Dataset items:
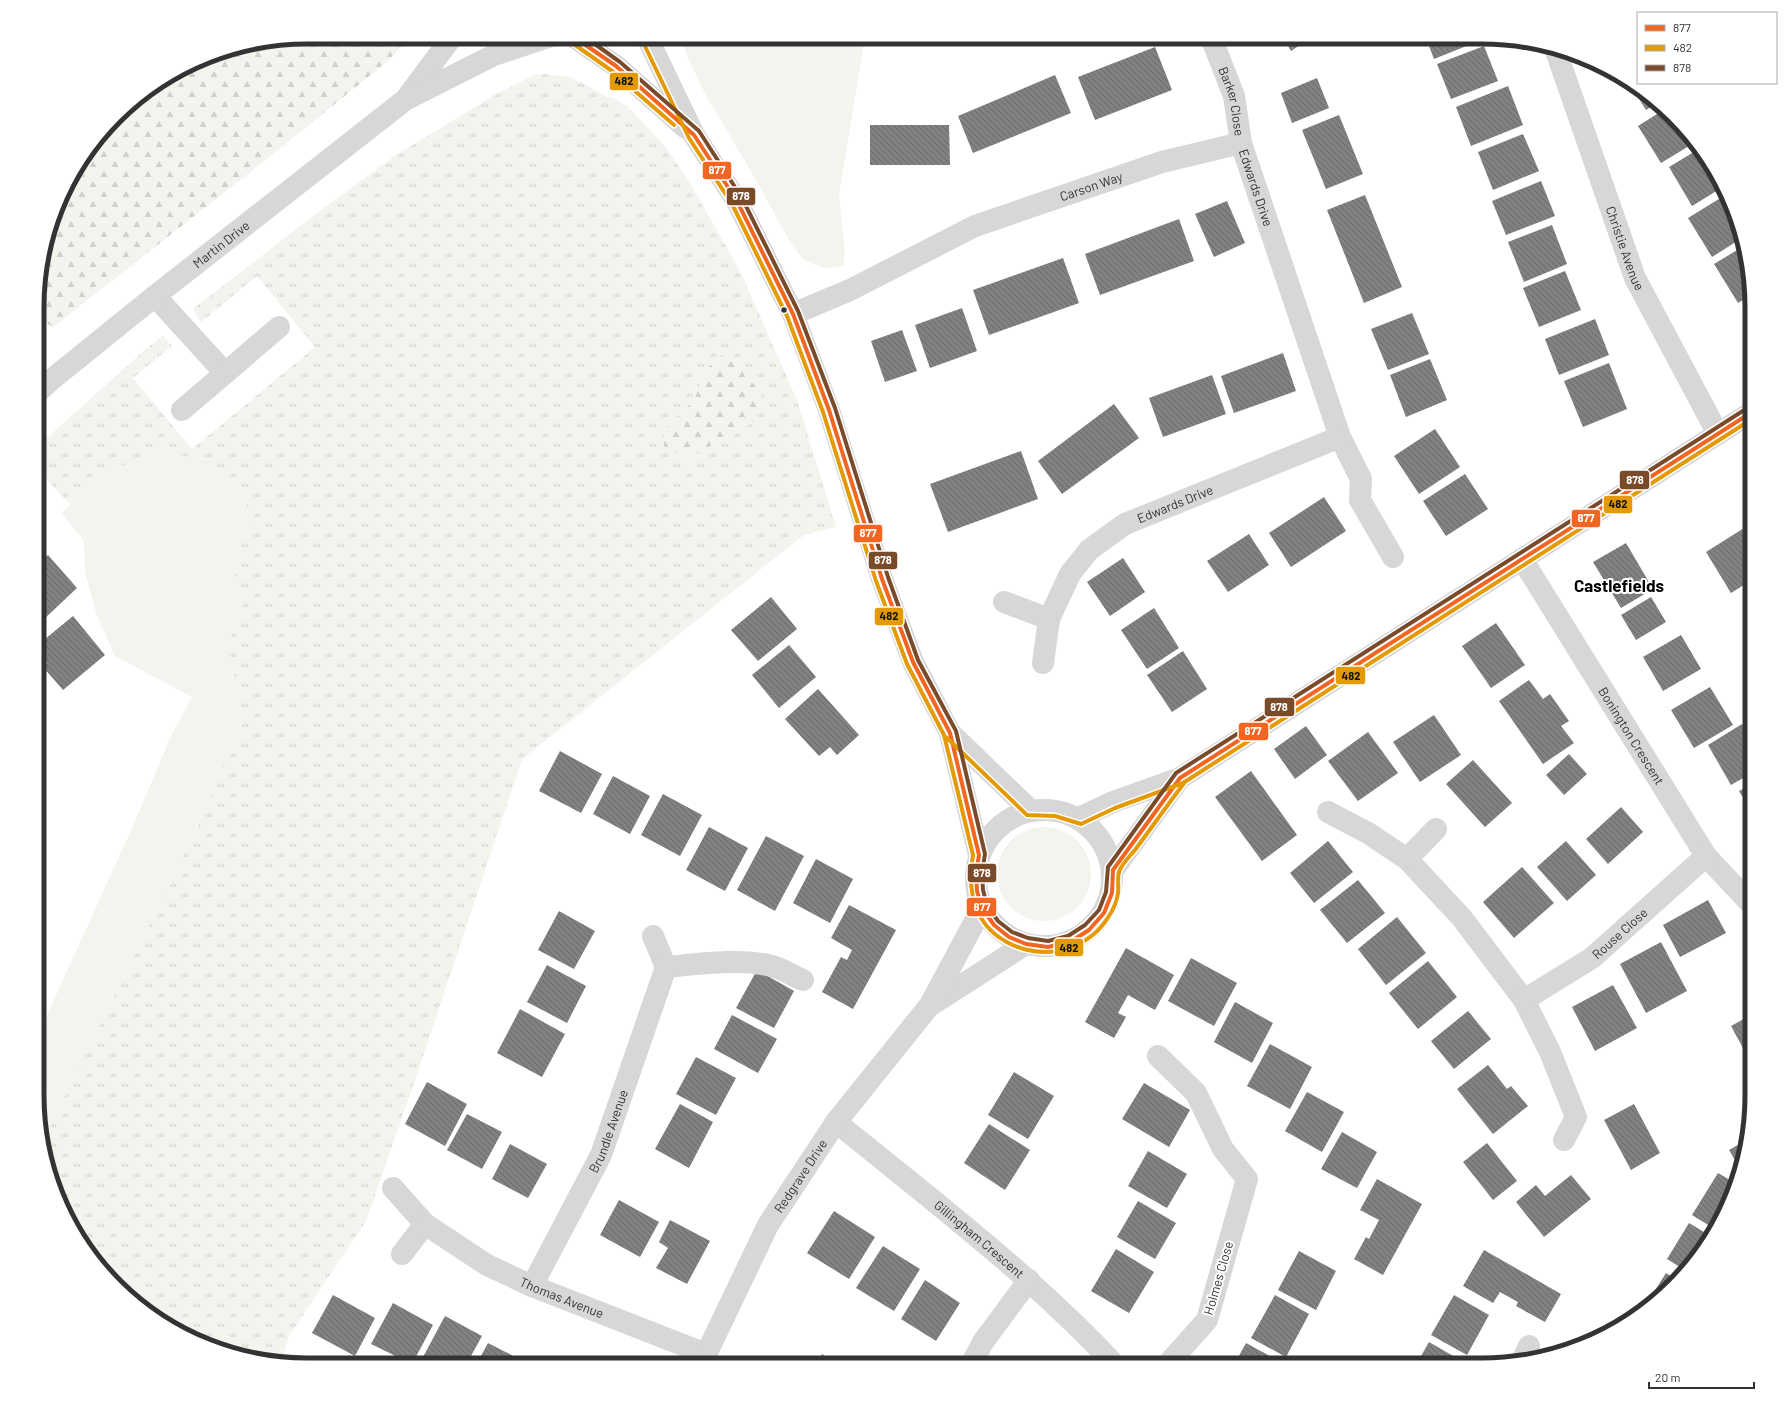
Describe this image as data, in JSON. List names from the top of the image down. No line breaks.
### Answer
{"streets":{"street":["Barker Close","Carson Way","Edwards Drive","Martin Drive","Christie Avenue","Bonington Crescent","Rouse Close","Brundle Avenue","Redgrave Drive","Gillingham Crescent","Holmes Close","Thomas Avenue"]},"crossings":[["Barker Close","Carson Way"],["Barker Close","Edwards Drive"],["Carson Way","Edwards Drive"],["Bonington Crescent","Rouse Close"],["Brundle Avenue","Thomas Avenue"],["Redgrave Drive","Gillingham Crescent"]],"districts":["Castlefields"],"lines":["transit line 877","transit line 482","transit line 878"],"legend":["877","482","878"],"scale_bar":"20 m"}
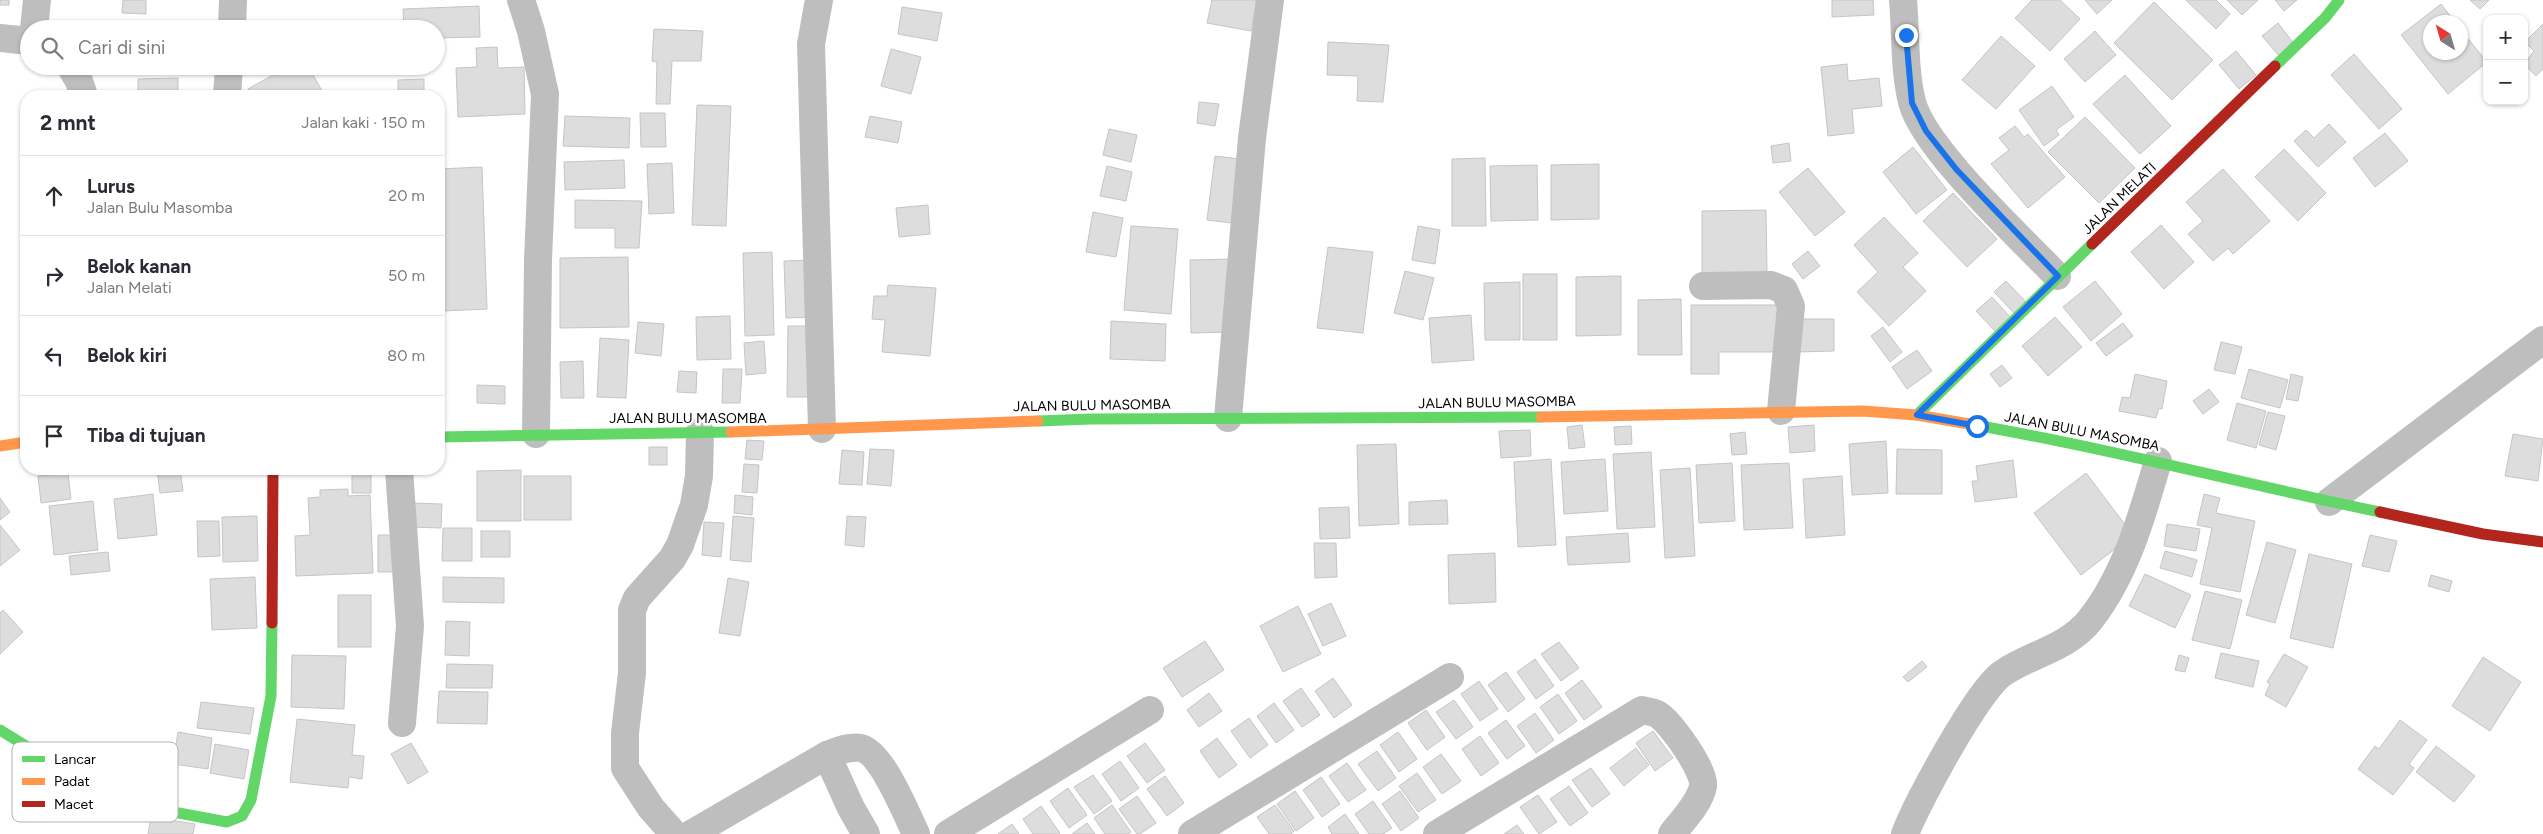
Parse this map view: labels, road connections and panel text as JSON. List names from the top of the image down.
{
  "streets": {
    "street": ["JALAN MELATI", "JALAN BULU MASOMBA"]
  },
  "crossings": [
    ["JALAN MELATI", "JALAN BULU MASOMBA"]
  ],
  "legend": ["Lancar", "Padat", "Macet"],
  "north": "top left",
  "page": {
    "map_buttons": ["+", "−"],
    "search": "Cari di sini",
    "heading": ["2 mnt", "Jalan kaki · 150 m"],
    "list": [
      ["Lurus", "Jalan Bulu Masomba", "20 m"],
      ["Belok kanan", "Jalan Melati", "50 m"],
      ["Belok kiri", "80 m"],
      "Tiba di tujuan"
    ]
  }
}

» **Task statement**
Repeat every line of the data exactly, but do not include pictures.

» **Reply**
Describe this image as data, in JSON. List names from the top of the image down. No line breaks.
### Answer
{"streets":{"street":["Barker Close","Carson Way","Edwards Drive","Martin Drive","Christie Avenue","Bonington Crescent","Rouse Close","Brundle Avenue","Redgrave Drive","Gillingham Crescent","Holmes Close","Thomas Avenue"]},"crossings":[["Barker Close","Carson Way"],["Barker Close","Edwards Drive"],["Carson Way","Edwards Drive"],["Bonington Crescent","Rouse Close"],["Brundle Avenue","Thomas Avenue"],["Redgrave Drive","Gillingham Crescent"]],"districts":["Castlefields"],"lines":["transit line 877","transit line 482","transit line 878"],"legend":["877","482","878"],"scale_bar":"20 m"}
Parse this map view: labels, road connections and panel text as JSON. List names from the top of the image down.
{
  "streets": {
    "street": ["JALAN MELATI", "JALAN BULU MASOMBA"]
  },
  "crossings": [
    ["JALAN MELATI", "JALAN BULU MASOMBA"]
  ],
  "legend": ["Lancar", "Padat", "Macet"],
  "north": "top left",
  "page": {
    "map_buttons": ["+", "−"],
    "search": "Cari di sini",
    "heading": ["2 mnt", "Jalan kaki · 150 m"],
    "list": [
      ["Lurus", "Jalan Bulu Masomba", "20 m"],
      ["Belok kanan", "Jalan Melati", "50 m"],
      ["Belok kiri", "80 m"],
      "Tiba di tujuan"
    ]
  }
}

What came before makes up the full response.